(Saved data entries)
• • • • • • •
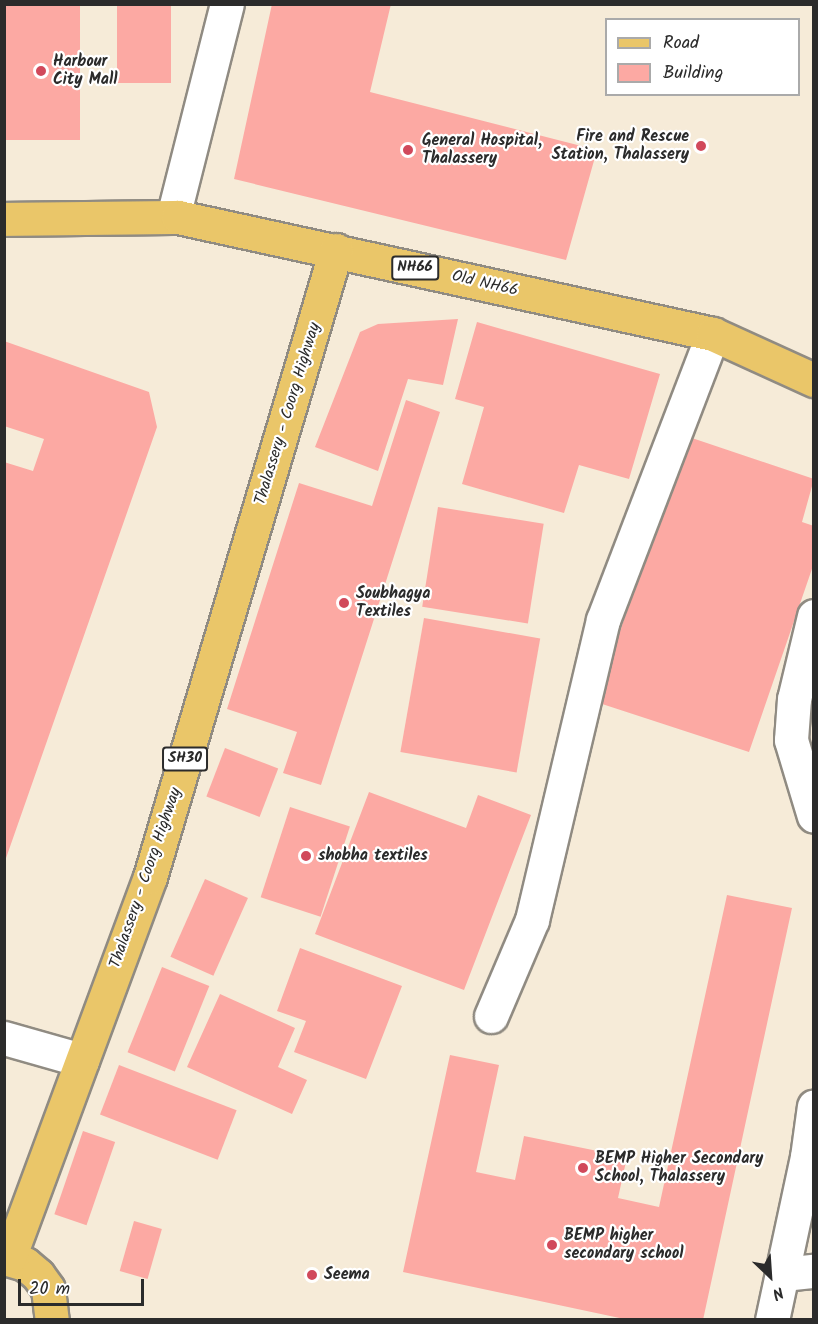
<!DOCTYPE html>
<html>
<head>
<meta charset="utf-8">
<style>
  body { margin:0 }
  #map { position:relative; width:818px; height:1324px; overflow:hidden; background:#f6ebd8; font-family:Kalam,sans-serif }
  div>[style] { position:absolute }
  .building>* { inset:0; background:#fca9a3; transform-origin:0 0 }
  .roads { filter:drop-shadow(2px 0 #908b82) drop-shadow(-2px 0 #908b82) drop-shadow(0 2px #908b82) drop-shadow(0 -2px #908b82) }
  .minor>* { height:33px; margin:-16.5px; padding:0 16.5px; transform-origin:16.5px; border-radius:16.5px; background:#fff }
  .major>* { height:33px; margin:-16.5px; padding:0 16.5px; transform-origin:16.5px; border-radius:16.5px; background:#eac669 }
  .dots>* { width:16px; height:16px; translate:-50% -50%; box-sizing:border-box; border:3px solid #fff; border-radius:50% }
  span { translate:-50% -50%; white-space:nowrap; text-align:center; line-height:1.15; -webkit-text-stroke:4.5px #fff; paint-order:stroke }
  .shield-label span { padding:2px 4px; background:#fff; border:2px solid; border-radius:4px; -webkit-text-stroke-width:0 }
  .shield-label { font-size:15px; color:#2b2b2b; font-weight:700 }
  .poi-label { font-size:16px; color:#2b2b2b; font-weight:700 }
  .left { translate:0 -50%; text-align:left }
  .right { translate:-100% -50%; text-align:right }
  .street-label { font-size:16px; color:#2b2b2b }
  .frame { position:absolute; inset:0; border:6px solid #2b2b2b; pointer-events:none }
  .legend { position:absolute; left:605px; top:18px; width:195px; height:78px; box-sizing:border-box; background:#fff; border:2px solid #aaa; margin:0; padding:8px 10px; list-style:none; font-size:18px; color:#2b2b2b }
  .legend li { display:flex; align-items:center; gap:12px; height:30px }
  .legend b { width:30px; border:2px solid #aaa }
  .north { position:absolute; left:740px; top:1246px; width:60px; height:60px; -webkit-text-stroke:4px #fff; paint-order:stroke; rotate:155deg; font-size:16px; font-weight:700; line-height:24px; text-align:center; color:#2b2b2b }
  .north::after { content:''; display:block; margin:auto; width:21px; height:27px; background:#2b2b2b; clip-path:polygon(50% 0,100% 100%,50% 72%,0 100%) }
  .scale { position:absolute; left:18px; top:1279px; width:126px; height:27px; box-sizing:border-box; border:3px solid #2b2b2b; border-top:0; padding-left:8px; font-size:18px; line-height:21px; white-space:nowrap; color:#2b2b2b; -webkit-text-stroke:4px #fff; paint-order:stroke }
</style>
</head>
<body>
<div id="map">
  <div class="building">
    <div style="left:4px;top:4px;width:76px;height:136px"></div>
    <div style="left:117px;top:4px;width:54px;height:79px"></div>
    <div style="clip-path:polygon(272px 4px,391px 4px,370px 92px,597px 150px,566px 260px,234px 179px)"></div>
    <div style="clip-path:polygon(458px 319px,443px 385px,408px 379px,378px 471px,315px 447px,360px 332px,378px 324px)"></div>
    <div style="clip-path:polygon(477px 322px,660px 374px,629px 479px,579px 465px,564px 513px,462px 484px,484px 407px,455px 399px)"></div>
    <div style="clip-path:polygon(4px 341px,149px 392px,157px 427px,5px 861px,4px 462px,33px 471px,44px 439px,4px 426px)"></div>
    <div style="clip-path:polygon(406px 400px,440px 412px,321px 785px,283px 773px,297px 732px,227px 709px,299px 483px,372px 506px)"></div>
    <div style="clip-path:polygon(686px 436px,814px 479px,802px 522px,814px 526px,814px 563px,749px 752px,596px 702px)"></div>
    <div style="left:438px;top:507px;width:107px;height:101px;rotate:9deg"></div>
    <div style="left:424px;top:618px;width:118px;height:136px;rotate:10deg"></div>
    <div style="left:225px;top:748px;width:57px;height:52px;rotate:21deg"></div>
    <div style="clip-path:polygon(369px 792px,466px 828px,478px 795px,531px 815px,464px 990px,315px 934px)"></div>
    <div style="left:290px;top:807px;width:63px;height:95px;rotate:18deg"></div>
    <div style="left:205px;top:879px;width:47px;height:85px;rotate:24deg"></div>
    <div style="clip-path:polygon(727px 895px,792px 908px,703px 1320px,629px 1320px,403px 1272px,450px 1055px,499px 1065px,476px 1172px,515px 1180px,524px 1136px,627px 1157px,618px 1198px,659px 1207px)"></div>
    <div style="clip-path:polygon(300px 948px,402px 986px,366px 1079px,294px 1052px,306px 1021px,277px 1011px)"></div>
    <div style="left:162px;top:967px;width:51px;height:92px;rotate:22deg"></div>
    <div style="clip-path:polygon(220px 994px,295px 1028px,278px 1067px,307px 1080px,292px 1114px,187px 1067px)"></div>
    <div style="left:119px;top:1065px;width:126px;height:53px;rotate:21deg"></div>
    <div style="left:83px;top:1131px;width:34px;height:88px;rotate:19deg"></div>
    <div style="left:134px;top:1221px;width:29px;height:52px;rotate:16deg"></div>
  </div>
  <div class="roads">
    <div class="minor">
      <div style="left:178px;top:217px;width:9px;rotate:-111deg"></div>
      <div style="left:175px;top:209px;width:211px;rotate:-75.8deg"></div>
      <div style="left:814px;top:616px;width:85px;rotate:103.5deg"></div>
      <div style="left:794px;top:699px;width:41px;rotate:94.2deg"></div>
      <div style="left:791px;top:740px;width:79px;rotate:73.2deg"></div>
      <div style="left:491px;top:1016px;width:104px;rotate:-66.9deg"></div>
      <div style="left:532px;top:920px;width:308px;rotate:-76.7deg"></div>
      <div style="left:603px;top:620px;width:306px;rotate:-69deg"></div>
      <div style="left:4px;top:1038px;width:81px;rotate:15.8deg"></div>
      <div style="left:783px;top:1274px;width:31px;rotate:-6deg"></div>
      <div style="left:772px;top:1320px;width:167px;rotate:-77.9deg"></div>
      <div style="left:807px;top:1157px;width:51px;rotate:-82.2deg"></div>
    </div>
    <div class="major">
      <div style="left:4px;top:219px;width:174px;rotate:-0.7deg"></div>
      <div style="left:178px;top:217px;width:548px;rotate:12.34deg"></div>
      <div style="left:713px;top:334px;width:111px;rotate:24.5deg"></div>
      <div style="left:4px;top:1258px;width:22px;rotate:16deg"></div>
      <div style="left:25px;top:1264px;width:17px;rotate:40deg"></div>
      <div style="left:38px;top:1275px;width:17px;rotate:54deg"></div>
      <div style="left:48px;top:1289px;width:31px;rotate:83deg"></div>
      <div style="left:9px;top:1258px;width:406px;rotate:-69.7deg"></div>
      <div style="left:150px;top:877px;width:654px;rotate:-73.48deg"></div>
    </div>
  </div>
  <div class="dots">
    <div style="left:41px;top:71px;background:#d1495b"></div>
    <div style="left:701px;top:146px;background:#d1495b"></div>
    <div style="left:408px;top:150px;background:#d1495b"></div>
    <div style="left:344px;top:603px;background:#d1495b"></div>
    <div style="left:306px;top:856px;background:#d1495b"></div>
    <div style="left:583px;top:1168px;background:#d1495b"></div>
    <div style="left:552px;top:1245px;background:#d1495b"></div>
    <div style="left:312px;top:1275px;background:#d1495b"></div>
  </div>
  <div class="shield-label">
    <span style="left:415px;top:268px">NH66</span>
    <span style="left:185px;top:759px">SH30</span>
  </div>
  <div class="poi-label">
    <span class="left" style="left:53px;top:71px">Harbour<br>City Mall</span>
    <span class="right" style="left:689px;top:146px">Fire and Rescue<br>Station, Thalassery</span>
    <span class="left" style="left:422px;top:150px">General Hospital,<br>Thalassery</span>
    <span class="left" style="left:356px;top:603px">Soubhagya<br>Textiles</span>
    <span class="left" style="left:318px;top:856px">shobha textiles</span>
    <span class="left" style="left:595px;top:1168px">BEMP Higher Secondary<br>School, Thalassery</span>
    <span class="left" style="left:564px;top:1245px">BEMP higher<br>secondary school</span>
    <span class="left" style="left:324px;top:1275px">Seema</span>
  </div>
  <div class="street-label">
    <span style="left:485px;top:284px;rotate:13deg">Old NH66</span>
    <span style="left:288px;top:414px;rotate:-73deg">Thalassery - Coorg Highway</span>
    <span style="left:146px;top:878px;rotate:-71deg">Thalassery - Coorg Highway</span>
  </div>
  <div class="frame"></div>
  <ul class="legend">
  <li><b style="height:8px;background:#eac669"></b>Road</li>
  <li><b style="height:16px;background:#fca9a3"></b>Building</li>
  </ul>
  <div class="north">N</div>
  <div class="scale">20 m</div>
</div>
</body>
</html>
• • • • • • •
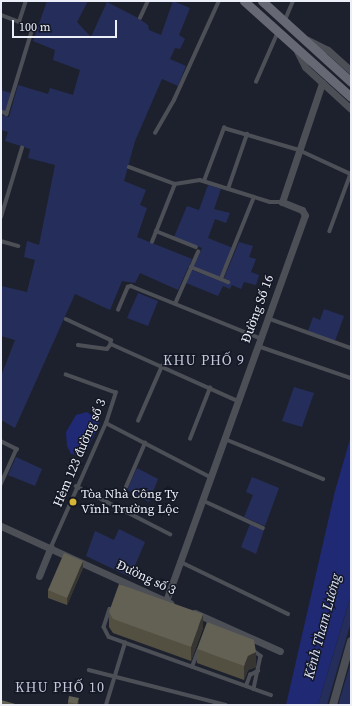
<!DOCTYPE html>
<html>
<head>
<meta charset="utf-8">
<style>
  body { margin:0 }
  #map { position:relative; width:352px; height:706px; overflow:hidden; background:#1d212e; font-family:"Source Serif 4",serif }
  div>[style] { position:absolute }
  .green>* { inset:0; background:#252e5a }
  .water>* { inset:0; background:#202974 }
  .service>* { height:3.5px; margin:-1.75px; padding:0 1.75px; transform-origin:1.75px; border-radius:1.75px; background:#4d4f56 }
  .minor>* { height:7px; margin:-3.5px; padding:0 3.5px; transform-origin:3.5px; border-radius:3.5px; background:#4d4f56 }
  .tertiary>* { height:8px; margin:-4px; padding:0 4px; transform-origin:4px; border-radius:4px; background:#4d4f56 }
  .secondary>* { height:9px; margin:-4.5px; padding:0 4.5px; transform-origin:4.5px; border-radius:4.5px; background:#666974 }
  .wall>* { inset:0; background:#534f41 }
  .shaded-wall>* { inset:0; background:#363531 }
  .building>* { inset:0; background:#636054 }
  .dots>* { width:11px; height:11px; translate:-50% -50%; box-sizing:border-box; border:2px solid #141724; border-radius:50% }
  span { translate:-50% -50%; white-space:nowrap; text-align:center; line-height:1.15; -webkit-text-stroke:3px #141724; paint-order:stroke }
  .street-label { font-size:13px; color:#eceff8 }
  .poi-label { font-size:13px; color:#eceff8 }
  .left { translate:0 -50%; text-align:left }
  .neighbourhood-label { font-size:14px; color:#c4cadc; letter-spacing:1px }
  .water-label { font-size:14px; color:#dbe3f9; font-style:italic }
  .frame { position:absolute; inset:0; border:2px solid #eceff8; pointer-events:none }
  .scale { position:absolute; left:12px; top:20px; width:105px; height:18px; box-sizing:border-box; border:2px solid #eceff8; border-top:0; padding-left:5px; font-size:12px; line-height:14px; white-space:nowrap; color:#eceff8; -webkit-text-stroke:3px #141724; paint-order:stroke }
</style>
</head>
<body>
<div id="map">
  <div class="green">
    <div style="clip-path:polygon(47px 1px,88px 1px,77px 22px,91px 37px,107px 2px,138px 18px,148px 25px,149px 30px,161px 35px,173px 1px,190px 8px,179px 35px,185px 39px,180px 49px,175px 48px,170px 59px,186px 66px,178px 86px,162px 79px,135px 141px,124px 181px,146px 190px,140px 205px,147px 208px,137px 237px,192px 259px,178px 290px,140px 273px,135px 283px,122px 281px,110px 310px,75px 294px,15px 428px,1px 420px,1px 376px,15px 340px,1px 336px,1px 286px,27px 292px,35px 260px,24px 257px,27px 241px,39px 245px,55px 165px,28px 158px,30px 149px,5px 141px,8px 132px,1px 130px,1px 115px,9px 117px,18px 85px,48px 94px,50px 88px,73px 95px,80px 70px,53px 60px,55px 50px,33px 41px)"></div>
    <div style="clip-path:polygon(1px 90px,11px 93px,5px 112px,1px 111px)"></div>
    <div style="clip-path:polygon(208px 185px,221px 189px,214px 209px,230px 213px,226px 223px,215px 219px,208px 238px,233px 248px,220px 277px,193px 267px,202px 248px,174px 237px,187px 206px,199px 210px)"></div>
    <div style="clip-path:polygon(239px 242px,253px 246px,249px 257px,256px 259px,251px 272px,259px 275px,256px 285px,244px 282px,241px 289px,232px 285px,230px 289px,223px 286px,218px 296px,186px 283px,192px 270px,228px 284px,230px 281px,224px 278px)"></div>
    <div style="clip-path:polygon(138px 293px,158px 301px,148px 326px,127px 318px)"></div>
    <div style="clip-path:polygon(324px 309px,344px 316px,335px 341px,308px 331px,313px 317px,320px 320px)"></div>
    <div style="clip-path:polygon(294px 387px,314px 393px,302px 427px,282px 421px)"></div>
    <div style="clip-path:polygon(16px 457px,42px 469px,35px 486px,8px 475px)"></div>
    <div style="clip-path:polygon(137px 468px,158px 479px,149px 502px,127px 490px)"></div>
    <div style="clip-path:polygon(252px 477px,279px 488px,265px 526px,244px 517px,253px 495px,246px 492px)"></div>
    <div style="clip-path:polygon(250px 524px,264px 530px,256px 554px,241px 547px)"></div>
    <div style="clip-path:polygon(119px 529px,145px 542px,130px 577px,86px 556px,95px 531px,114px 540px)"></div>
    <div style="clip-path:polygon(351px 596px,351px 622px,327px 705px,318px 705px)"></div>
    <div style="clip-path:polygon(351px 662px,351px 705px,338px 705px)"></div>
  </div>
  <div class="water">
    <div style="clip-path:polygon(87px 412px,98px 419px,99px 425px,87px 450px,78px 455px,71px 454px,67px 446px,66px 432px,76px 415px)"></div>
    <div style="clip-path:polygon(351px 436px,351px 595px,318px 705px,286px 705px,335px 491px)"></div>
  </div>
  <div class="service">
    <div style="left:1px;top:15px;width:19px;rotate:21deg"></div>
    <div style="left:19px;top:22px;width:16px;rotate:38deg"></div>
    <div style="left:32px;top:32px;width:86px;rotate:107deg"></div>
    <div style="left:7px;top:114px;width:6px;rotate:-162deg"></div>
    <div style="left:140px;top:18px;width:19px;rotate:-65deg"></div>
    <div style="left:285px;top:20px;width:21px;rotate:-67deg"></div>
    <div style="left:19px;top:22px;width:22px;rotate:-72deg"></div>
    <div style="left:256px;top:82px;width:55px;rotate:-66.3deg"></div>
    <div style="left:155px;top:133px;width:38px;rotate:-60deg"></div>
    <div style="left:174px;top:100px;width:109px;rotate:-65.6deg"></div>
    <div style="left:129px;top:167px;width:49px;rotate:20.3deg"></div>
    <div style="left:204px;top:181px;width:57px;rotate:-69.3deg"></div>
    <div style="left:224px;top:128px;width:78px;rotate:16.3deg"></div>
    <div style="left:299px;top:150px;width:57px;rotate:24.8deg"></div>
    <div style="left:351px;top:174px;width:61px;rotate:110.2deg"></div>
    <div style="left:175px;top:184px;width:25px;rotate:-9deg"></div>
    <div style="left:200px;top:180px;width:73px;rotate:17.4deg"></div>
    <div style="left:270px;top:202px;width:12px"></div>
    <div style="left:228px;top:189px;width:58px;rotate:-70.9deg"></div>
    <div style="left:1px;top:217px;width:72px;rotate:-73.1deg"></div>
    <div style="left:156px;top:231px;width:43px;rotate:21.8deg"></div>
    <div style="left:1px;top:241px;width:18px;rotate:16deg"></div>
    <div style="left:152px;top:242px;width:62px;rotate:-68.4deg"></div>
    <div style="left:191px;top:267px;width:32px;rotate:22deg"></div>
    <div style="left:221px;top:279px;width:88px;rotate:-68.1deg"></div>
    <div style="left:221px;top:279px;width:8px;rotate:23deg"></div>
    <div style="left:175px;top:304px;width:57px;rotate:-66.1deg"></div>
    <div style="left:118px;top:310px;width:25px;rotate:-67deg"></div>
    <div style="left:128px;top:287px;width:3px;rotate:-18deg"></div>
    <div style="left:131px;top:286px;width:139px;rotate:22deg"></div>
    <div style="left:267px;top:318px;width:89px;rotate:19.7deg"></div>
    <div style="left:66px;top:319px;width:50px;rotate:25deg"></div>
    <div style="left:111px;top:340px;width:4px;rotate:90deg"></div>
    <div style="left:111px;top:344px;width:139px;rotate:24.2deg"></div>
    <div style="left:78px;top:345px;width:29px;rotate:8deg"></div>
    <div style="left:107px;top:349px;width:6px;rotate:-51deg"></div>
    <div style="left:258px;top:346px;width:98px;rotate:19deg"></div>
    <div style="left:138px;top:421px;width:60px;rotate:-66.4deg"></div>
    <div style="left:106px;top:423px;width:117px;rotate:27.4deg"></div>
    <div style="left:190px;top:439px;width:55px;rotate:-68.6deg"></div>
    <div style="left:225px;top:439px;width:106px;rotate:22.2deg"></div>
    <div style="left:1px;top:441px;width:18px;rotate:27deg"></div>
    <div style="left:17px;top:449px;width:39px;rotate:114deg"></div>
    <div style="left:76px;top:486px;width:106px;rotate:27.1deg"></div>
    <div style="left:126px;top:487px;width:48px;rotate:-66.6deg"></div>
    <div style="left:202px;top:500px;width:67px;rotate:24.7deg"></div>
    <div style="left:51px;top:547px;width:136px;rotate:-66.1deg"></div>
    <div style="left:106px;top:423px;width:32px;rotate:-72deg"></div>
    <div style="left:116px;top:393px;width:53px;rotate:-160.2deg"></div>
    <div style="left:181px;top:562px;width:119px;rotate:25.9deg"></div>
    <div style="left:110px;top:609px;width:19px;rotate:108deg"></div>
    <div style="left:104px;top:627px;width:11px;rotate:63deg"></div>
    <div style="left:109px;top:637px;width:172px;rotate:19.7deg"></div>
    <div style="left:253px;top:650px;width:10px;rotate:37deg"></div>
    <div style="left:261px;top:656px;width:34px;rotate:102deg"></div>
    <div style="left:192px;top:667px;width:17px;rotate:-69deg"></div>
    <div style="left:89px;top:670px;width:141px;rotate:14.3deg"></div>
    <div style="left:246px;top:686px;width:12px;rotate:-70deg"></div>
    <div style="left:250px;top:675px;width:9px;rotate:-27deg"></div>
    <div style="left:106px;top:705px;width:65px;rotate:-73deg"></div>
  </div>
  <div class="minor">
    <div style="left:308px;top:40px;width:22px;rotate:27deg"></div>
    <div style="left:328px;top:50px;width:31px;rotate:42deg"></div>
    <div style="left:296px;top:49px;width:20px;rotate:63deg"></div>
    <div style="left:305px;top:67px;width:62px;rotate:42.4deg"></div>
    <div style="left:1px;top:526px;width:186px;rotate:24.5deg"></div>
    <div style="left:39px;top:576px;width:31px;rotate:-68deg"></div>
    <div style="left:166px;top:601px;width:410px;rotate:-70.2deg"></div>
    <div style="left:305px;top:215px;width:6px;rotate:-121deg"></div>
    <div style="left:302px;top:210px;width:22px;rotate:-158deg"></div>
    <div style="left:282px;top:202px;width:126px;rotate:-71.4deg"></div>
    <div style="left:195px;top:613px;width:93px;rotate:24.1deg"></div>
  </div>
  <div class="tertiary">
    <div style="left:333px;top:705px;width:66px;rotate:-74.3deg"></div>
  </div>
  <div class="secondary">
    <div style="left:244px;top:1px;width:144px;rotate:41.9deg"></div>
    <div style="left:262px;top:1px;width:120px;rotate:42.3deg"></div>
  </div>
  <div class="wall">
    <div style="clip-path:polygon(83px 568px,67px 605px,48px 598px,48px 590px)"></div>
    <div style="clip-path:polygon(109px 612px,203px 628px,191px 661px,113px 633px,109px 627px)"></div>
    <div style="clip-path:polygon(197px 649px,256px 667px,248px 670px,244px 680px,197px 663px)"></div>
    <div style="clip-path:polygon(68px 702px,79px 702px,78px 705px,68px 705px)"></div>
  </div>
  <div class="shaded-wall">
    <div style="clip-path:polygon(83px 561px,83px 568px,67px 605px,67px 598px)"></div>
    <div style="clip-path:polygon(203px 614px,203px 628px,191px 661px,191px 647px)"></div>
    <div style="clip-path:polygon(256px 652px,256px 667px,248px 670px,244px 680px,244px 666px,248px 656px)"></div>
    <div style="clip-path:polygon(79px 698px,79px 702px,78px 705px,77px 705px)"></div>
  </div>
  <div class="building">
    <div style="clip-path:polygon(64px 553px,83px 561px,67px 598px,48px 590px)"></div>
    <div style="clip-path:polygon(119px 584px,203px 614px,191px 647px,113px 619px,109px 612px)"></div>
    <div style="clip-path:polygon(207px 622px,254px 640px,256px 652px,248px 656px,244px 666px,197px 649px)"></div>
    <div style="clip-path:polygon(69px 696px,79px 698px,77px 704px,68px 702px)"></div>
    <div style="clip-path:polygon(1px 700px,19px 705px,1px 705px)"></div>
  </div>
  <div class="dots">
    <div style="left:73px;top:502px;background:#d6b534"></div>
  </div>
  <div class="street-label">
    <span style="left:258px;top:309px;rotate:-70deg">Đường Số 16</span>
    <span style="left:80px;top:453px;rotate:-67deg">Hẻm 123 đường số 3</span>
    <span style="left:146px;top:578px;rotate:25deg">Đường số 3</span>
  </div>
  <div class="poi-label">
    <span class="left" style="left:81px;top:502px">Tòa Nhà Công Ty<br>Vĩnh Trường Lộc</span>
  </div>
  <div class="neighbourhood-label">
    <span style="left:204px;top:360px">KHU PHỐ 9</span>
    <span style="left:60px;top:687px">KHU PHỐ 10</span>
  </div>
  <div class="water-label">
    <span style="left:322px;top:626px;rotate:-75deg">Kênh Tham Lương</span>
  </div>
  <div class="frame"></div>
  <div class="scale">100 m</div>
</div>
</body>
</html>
• • • • • • •
- **Assignment**:
Using the data above, repeat exactly the lines that begin at the line with "height:7px; margin:-3.5px; padding:0" and end at the line with "width:11px; height:11px; translate:-50%", both ends included.

- **Expected answer**:
  .minor>* { height:7px; margin:-3.5px; padding:0 3.5px; transform-origin:3.5px; border-radius:3.5px; background:#4d4f56 }
  .tertiary>* { height:8px; margin:-4px; padding:0 4px; transform-origin:4px; border-radius:4px; background:#4d4f56 }
  .secondary>* { height:9px; margin:-4.5px; padding:0 4.5px; transform-origin:4.5px; border-radius:4.5px; background:#666974 }
  .wall>* { inset:0; background:#534f41 }
  .shaded-wall>* { inset:0; background:#363531 }
  .building>* { inset:0; background:#636054 }
  .dots>* { width:11px; height:11px; translate:-50% -50%; box-sizing:border-box; border:2px solid #141724; border-radius:50% }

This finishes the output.